The 1982 Professional Diver 1300m is also Citizen’s first titanium diver’s watch, a material the brand thoroughly invested in through the next decade and continues to invest heavily in today. While most luxury watch brands still use more or less natural (untreated) titanium, Citizen produces “Super Titanium” watches that have base titanium metals applied with a variety of in-house treatments that offer both strength and scratch resistance. There are really no better titanium watches on the market for the money. ABTW visited Citizen in Japan and viewed its state-of-the-art Super Titanium production facilities.

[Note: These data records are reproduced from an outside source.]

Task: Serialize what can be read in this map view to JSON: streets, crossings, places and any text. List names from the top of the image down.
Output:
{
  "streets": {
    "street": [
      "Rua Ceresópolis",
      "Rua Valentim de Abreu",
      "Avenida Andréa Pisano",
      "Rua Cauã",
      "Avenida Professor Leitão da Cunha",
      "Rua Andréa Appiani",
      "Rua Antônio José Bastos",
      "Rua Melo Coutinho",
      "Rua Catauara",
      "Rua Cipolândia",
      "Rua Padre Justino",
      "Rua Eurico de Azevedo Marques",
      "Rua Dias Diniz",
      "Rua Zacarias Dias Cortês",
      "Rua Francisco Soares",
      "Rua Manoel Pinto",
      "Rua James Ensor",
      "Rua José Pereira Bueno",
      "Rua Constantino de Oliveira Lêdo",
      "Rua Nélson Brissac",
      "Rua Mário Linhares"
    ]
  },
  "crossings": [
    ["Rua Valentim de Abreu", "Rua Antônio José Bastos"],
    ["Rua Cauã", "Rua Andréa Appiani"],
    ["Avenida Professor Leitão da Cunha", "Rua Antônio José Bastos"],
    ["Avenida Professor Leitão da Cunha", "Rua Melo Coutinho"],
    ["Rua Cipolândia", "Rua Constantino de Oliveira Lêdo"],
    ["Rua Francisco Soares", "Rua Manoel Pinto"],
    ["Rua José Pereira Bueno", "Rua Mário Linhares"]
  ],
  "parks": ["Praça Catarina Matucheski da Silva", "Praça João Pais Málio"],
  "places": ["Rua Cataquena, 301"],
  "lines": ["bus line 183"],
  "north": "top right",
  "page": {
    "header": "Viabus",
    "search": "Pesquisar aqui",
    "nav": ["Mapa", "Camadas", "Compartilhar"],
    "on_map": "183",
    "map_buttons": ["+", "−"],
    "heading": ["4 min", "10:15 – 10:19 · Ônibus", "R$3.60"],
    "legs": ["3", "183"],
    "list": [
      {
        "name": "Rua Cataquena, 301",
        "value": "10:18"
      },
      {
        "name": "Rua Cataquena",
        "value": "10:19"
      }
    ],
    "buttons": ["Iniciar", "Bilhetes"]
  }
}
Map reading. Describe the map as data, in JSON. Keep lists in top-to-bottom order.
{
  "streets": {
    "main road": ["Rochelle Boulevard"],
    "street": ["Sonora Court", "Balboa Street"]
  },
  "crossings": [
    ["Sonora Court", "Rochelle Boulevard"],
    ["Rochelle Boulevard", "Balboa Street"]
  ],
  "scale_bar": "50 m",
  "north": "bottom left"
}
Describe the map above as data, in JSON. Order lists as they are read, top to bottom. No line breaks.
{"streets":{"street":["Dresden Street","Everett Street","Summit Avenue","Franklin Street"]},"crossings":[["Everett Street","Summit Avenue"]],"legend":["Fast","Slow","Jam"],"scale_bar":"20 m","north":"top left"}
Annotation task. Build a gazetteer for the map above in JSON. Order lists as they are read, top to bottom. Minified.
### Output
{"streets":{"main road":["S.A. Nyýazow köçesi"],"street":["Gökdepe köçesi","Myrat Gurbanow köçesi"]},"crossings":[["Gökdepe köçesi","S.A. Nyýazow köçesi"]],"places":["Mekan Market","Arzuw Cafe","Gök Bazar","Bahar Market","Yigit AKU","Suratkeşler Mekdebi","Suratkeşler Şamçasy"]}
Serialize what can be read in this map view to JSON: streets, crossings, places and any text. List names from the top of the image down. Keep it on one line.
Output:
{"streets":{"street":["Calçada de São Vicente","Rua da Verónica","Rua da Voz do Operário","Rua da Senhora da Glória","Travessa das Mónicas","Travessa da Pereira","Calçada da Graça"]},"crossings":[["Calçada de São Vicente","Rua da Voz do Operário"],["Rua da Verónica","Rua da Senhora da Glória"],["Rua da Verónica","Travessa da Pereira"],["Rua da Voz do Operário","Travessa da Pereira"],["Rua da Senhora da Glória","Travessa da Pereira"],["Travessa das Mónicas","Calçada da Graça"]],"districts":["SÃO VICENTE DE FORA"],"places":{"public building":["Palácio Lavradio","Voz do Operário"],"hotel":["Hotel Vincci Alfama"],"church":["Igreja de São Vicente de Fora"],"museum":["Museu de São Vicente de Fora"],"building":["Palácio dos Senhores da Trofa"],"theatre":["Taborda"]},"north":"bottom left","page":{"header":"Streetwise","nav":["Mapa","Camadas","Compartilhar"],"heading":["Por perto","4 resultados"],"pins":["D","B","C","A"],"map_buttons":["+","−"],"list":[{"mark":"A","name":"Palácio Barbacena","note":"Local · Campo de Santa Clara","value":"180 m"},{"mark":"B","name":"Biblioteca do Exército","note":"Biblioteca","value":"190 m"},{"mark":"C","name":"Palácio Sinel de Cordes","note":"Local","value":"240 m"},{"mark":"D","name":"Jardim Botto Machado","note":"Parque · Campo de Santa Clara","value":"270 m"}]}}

In 1982, Super Titanium didn’t exist, and the lightweight metal was not typically used in timepieces, given its expense. Citizen was at the forefront of making titanium watches available to the general public, but in the early 1980s, titanium was an exotic luxury material in the world of watchmaking. The strange-looking squared case of the 1982 Citizen Professional Diver 1300m is not a style choice as much as it was a practical way to use securing screws to hold the case together to allow for maximum water resistance. In the modern versions of the watch, the retaining screws (as well as 1,100 meters of water resistance) have been engineered out. Citizen still makes select 1000m meter dive watches, but most of its dive watches are aimed at more casual sportswear and recreational diving/swimming purposes. With the special squared case came raised ridges that act like bezel guards. This was important at the time not only to protect the integrity of the uni-directional rotating timing bezel but also to make sure it isn’t too easily adjusted by accident. Prior to the use of diving computers, a professional diver’s wristwatch was crucial for a variety of calculations and timing intervals, including how much oxygen one has remaining, as well as ascent time intervals to avoid the accumulation of nitrogen in the blood, a dangerous situation.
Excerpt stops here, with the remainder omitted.